» **Supplied records**:
BEGIN

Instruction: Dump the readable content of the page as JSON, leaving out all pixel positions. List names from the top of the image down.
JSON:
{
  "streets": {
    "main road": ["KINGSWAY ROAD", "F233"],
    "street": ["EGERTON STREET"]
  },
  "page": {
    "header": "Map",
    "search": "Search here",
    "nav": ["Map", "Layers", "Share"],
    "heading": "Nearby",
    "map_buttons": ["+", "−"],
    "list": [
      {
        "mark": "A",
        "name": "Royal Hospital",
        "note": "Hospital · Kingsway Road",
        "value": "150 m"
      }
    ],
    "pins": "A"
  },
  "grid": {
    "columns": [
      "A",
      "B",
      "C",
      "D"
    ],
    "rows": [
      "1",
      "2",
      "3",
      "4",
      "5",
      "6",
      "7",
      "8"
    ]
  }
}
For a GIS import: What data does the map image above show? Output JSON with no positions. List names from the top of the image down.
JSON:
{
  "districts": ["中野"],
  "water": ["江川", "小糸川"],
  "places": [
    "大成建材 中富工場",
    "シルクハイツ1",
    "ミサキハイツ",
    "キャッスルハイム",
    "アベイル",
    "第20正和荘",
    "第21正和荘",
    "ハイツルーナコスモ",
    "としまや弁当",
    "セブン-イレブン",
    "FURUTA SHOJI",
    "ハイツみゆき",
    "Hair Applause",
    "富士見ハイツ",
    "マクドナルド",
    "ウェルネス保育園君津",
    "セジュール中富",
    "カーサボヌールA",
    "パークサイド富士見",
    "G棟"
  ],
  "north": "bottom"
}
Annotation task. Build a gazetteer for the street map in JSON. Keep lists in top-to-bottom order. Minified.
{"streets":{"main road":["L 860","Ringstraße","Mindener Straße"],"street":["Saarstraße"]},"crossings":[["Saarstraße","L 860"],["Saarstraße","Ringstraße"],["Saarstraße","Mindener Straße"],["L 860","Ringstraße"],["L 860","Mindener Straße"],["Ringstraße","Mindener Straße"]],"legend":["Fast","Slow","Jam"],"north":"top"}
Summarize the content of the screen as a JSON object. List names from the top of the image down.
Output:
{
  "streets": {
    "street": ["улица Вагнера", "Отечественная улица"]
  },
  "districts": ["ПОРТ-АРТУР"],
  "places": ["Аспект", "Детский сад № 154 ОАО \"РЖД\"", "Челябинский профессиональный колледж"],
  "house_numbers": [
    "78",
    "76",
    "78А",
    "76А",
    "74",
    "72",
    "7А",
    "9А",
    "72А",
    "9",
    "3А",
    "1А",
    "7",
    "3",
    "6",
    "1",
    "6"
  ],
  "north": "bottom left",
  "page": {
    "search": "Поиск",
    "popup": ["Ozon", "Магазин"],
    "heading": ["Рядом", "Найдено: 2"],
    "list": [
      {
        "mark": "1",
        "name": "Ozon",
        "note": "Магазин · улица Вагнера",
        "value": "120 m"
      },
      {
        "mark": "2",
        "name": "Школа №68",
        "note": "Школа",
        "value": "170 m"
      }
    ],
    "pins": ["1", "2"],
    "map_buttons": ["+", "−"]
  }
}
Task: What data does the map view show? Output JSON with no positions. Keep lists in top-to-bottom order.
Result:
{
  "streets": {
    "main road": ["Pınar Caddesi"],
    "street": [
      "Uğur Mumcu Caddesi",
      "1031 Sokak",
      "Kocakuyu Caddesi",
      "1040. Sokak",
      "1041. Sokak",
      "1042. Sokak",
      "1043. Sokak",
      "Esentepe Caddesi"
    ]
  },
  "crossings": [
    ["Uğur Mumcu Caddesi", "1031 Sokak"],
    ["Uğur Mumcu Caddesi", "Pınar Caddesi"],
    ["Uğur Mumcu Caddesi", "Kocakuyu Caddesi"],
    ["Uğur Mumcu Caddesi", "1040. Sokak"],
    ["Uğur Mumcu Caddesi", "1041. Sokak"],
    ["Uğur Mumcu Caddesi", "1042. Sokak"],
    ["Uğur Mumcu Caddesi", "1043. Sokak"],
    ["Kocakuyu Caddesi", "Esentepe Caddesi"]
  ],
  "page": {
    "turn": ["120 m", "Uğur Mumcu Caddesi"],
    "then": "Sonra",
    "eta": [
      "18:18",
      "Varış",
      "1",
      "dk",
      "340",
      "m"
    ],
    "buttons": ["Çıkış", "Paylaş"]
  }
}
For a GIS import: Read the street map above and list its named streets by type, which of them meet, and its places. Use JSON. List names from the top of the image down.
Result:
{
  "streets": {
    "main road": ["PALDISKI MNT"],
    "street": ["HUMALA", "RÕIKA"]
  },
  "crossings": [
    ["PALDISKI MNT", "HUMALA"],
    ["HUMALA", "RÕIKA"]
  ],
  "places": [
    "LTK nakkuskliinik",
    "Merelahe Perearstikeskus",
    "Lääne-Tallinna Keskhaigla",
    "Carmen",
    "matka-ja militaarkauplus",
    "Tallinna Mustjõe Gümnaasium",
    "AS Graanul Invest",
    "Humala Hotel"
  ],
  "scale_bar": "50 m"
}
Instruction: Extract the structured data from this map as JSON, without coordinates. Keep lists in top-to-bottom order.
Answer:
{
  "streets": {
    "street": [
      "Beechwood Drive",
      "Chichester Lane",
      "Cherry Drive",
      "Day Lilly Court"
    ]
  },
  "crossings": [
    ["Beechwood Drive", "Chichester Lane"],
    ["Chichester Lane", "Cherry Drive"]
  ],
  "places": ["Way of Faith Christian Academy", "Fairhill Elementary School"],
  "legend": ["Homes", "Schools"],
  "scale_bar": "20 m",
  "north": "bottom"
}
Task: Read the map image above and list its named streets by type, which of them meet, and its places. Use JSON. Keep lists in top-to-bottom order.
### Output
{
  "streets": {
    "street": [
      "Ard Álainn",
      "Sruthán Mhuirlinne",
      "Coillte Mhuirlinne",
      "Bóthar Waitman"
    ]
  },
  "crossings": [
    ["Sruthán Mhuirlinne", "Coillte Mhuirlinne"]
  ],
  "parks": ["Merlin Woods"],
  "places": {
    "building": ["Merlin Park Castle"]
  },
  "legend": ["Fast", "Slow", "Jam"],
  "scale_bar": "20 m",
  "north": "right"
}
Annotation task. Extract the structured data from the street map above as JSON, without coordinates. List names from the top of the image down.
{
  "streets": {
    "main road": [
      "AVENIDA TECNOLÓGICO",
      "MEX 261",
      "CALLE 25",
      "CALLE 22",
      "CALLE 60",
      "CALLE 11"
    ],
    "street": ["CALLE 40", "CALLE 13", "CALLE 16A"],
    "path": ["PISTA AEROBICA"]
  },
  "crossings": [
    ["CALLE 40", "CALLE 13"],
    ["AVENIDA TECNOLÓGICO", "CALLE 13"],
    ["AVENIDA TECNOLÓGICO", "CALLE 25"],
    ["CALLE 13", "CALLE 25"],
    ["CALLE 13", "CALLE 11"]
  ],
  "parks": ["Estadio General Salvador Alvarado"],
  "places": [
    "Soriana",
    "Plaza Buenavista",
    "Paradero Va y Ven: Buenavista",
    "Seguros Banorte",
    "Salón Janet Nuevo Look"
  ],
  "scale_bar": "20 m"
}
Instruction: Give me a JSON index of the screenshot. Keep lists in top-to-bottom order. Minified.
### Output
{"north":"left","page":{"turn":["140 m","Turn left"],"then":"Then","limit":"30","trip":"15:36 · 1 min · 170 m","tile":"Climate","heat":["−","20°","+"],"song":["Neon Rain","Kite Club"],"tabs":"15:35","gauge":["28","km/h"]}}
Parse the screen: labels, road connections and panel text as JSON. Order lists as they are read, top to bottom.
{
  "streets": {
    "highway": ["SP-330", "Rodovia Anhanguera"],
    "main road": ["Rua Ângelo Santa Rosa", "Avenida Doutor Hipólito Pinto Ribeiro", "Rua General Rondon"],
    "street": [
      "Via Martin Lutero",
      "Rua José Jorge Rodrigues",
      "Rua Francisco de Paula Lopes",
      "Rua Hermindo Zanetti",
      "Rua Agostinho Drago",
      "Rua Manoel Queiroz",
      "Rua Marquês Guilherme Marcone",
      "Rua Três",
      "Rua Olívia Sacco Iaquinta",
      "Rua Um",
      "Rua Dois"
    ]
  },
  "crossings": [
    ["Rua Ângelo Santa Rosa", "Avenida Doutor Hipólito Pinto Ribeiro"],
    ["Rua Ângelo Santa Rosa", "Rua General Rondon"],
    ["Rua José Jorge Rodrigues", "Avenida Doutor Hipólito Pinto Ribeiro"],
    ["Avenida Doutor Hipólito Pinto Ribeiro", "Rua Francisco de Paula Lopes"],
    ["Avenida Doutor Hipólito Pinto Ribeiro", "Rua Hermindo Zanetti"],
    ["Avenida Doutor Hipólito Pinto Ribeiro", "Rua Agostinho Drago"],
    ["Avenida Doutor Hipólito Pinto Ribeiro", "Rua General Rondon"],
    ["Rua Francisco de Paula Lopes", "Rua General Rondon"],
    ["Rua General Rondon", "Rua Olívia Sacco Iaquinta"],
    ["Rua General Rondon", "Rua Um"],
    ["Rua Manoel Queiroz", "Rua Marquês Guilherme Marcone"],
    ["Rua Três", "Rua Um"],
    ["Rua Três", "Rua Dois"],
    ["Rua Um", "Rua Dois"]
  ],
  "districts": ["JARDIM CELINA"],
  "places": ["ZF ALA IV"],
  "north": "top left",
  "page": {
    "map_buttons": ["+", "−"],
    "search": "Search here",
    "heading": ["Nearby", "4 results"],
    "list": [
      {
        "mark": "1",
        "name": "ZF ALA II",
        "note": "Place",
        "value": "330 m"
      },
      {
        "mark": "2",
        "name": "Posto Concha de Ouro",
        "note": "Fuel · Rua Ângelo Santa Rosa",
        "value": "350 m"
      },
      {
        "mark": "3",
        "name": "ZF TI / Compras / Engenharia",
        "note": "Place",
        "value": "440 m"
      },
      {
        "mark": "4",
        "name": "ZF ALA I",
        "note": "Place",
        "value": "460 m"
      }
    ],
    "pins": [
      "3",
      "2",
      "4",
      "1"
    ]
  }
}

END

» **Problem details**: Please filter the listing down to lines that include the word "positions".

» **Problem solution**:
Instruction: Dump the readable content of the page as JSON, leaving out all pixel positions. List names from the top of the image down.
For a GIS import: What data does the map image above show? Output JSON with no positions. List names from the top of the image down.
Task: What data does the map view show? Output JSON with no positions. Keep lists in top-to-bottom order.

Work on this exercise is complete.